Work request. Report each line of the data that has "position" somewhere in it.

** Opening Supplied data block **

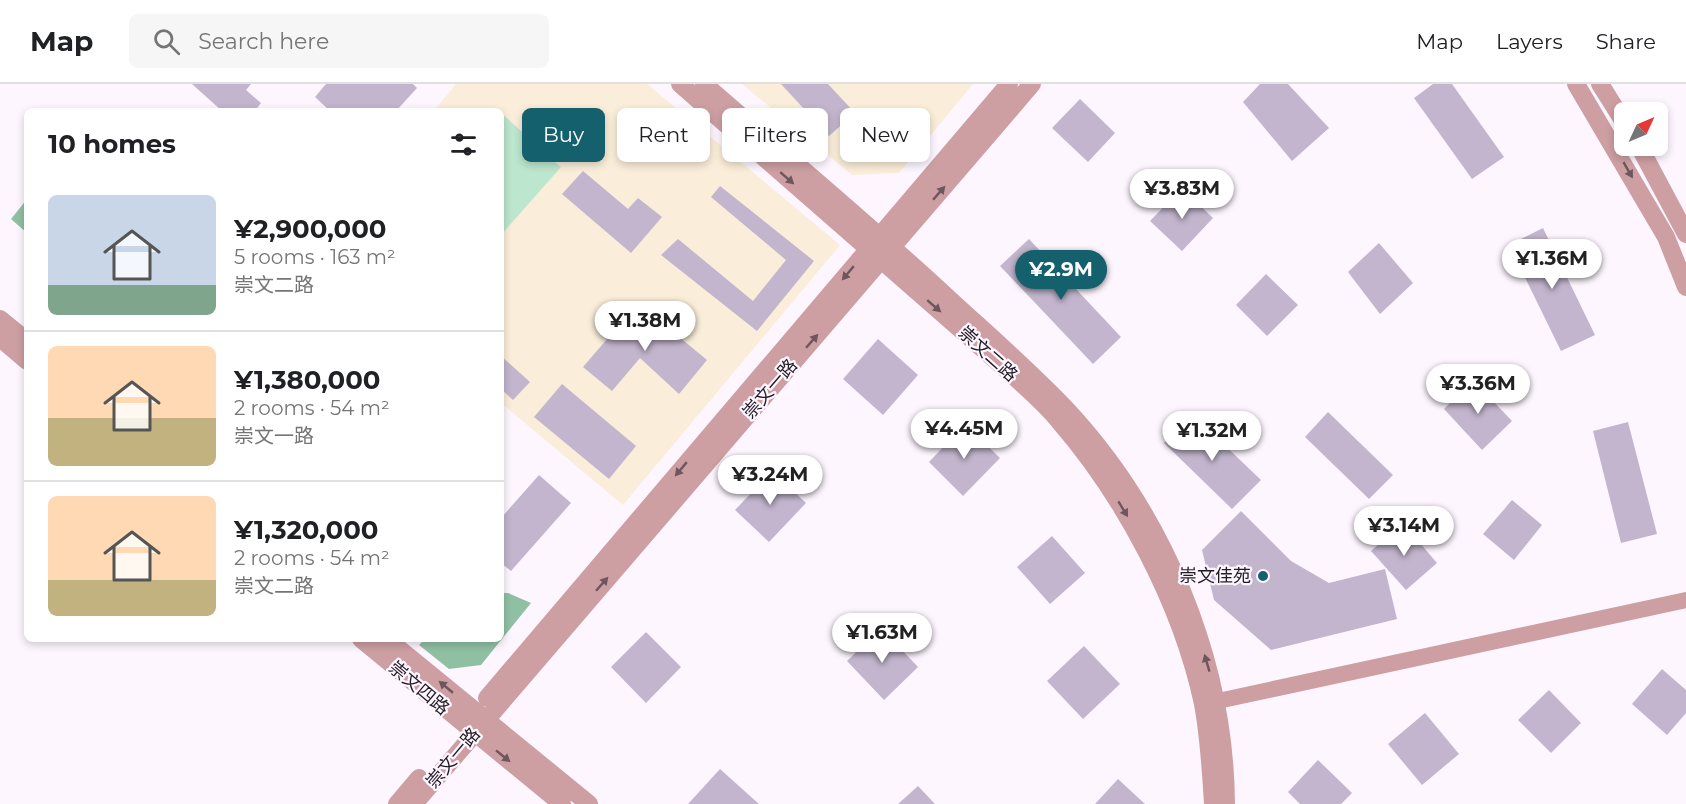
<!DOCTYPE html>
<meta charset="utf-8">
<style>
body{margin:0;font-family:Montserrat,"Noto Sans SC",sans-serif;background:#f6f6f6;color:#202124;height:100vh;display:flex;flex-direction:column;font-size:22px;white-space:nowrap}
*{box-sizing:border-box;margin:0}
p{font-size:20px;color:#757577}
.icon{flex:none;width:33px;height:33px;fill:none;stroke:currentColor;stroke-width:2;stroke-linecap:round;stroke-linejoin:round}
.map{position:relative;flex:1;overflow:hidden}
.drawer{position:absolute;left:24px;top:24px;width:480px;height:534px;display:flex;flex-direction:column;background:#fff;border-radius:9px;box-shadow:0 3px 9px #0003}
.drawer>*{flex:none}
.hud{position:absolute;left:522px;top:24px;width:570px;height:54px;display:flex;gap:12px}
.needle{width:39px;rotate:46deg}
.controls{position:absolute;left:1614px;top:18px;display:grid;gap:12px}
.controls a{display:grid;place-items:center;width:54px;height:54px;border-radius:9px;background:#fff;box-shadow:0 3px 9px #0003;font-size:30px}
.price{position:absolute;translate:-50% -51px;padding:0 14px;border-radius:21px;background:#fff;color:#222;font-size:20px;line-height:39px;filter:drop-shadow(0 2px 3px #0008)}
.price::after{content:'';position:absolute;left:50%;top:36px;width:18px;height:14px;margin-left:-9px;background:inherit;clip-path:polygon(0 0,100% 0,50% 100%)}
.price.on{background:#15606d;color:#fff}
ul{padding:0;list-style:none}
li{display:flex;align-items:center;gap:18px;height:150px;padding:0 24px}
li+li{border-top:2px solid #e0e0e0}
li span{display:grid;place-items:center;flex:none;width:168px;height:120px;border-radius:9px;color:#555}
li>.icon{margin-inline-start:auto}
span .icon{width:72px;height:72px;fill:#fffc;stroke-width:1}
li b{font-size:26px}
h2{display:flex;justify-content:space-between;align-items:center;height:72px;padding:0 24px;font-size:26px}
.pill{padding:0 21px;border-radius:9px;background:#fff;box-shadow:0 3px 9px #0003;font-size:21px;line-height:54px}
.pill.on{background:#15606d;color:#fff}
header{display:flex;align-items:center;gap:36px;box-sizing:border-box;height:84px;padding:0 30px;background:#fff;border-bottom:2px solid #e0e0e0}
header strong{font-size:28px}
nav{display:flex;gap:33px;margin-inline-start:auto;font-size:21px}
.search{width:420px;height:54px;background:#f6f6f6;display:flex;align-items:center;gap:15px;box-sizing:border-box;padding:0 21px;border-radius:9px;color:#757577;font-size:22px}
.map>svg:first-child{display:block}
</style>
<header>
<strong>Map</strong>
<div class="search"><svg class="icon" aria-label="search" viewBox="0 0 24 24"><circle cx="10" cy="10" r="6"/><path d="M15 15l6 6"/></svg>Search here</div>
<nav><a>Map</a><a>Layers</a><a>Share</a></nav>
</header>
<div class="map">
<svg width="1686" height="720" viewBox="0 0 1686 720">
<rect width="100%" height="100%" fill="#fef6ff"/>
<path fill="#faedd9" d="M456 0H647L840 161 623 421 501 319V27H434Z
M742 0H973L899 89 852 91Z"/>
<path fill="#bce6cd" d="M501 29 561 83 501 151Z"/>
<path fill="#90c0a4" d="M27 115V149L11 135Z
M501 509H508L531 519 481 581 449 585 419 561 425 555H501Z"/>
<path fill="#c2b5cd" d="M192 0H251L246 6 261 19 255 27H222Z
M326 0H413L417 4 396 27H330L315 13Z
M781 0H828L855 29 829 52Z
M1260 0H1288L1329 44 1292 77 1243 18Z
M1433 0H1452L1504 73 1472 95 1414 14Z
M1080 15 1115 49 1088 78 1052 44Z
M583 87 628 125 638 114 662 133 631 169 562 110Z
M720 102 814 177 757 247 661 171 678 155 753 217 786 176 711 113Z
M1182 104 1213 134 1182 167 1150 137Z
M1543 144 1595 251 1561 267 1509 161Z
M1029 155 1121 253 1093 280 1000 182Z
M1379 159 1413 199 1380 230 1348 188Z
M1266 190 1298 221 1267 252 1236 221Z
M638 219 707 276 679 310 640 274 612 307 583 283Z
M878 255 918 291 883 331 843 295Z
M501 272 530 298 513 316 501 305Z
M1473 296 1512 337 1482 366 1444 325Z
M562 300 636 362 609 395 534 333Z
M1328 328 1393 391 1369 415 1305 353Z
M1192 330 1261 396 1232 425 1164 359Z
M1628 338 1657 450 1621 459 1593 347Z
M965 340 1000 374 963 412 929 378Z
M772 387 806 419 769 458 735 426Z
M539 391 571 419 511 487 501 479V434Z
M1512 416 1542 441 1514 476 1483 450Z
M1241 427 1291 477 1329 499 1385 485 1397 535 1271 566 1214 516 1202 466Z
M1403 439 1437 479 1406 506 1371 467Z
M1052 452 1085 489 1050 520 1017 483Z
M881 544 918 583 884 616 847 577Z
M646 548 681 583 646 619 611 583Z
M1084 562 1120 600 1083 635 1047 597Z
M1662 585 1686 606V629L1667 651 1632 620Z
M1549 606 1581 639 1551 669 1518 636Z
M1425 629 1459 670 1422 701 1388 660Z
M1318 676 1352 709 1341 720H1300L1288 708Z
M720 685 759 720H688Z
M1118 695 1145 720H1095Z
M918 702 935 720H898Z"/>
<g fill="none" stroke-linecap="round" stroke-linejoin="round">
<path stroke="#cd9fa3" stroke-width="16" d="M1204 620 1686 516"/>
<path stroke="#cd9fa3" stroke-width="18" d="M680 0 1007 286C1024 302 1044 318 1059 337 1125 413 1182 521 1203 620 1209 652 1211 687 1213 720
M704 0C784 70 866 138 945 211 985 248 1028 285 1066 325 1164 430 1225 576 1226 720
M1576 0 1666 153 1686 203
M1600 0 1624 38
M1639 62 1686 150
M0 235 27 257
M0 254 27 277
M361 555 562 720
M387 555 589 720
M487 614 1009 0
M397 720 419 694
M414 720 1032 0"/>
</g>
<defs><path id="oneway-solid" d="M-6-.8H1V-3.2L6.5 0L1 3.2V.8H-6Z" transform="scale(1.5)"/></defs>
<g fill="#6f565d">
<use href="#oneway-solid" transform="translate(1628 86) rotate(60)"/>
<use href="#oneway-solid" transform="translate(787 94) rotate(41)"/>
<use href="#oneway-solid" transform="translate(939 109) rotate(-49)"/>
<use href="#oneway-solid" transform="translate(848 189) rotate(130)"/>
<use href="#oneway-solid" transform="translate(934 222) rotate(41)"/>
<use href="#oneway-solid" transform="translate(812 257) rotate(-49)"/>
<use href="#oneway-solid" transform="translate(681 385) rotate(130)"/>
<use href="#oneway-solid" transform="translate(1123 425) rotate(59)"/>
<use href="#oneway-solid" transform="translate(602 500) rotate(-49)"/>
<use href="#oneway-solid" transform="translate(1207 579) rotate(-106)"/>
<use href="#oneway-solid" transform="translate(446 603) rotate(-140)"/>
<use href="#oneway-solid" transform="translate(503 672) rotate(39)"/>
</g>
<circle fill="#15606d" stroke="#fef6ff" stroke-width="2" cx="1263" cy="492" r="6"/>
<g text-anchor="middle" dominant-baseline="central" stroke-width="4.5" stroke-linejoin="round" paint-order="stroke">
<g font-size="18" fill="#221b23" stroke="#fef6ff">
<text transform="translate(988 270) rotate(42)">崇文二路</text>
<text transform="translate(770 305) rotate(-49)">崇文一路</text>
<text transform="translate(419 604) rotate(40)">崇文四路</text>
<text transform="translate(453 674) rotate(-50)">崇文一路</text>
</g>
<g font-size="18" fill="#221b23" stroke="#fef6ff" text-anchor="end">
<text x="1251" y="492">崇文佳苑</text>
</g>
</g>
</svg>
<div class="controls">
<a><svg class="needle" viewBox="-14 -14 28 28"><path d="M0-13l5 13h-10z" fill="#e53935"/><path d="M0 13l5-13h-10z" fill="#757577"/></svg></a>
</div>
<b class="price" style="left:1182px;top:136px">¥3.83M</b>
<b class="price" style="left:1552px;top:206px">¥1.36M</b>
<b class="price on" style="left:1061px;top:217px">¥2.9M</b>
<b class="price" style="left:645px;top:268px">¥1.38M</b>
<b class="price" style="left:1478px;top:331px">¥3.36M</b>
<b class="price" style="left:964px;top:376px">¥4.45M</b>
<b class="price" style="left:1212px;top:378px">¥1.32M</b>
<b class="price" style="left:770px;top:422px">¥3.24M</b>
<b class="price" style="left:1404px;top:473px">¥3.14M</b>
<b class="price" style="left:882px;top:580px">¥1.63M</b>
<div class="hud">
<a class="pill on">Buy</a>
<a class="pill">Rent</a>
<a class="pill">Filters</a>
<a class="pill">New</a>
</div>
<section class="drawer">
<h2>10 homes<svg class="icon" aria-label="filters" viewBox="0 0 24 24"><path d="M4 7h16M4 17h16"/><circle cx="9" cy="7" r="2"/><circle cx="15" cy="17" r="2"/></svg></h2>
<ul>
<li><span style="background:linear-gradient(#c9d6e8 75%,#7fa58c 0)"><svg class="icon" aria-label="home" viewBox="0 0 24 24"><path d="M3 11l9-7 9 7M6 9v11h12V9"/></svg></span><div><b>¥2,900,000</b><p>5 rooms · 163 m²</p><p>崇文二路</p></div></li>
<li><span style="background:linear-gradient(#ffd9b3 60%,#c2b280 0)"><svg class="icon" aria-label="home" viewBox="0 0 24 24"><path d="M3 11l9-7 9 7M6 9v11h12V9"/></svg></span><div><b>¥1,380,000</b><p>2 rooms · 54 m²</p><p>崇文一路</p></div></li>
<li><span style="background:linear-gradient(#ffd9b3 70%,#c2b280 0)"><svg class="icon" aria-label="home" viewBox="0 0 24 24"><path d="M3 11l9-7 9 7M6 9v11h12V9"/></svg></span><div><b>¥1,320,000</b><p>2 rooms · 54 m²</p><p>崇文二路</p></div></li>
</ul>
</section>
</div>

** Closing Supplied data block **

Solution to this exercise.
.map{position:relative;flex:1;overflow:hidden}
.drawer{position:absolute;left:24px;top:24px;width:480px;height:534px;display:flex;flex-direction:column;background:#fff;border-radius:9px;box-shadow:0 3px 9px #0003}
.hud{position:absolute;left:522px;top:24px;width:570px;height:54px;display:flex;gap:12px}
.controls{position:absolute;left:1614px;top:18px;display:grid;gap:12px}
.price{position:absolute;translate:-50% -51px;padding:0 14px;border-radius:21px;background:#fff;color:#222;font-size:20px;line-height:39px;filter:drop-shadow(0 2px 3px #0008)}
.price::after{content:'';position:absolute;left:50%;top:36px;width:18px;height:14px;margin-left:-9px;background:inherit;clip-path:polygon(0 0,100% 0,50% 100%)}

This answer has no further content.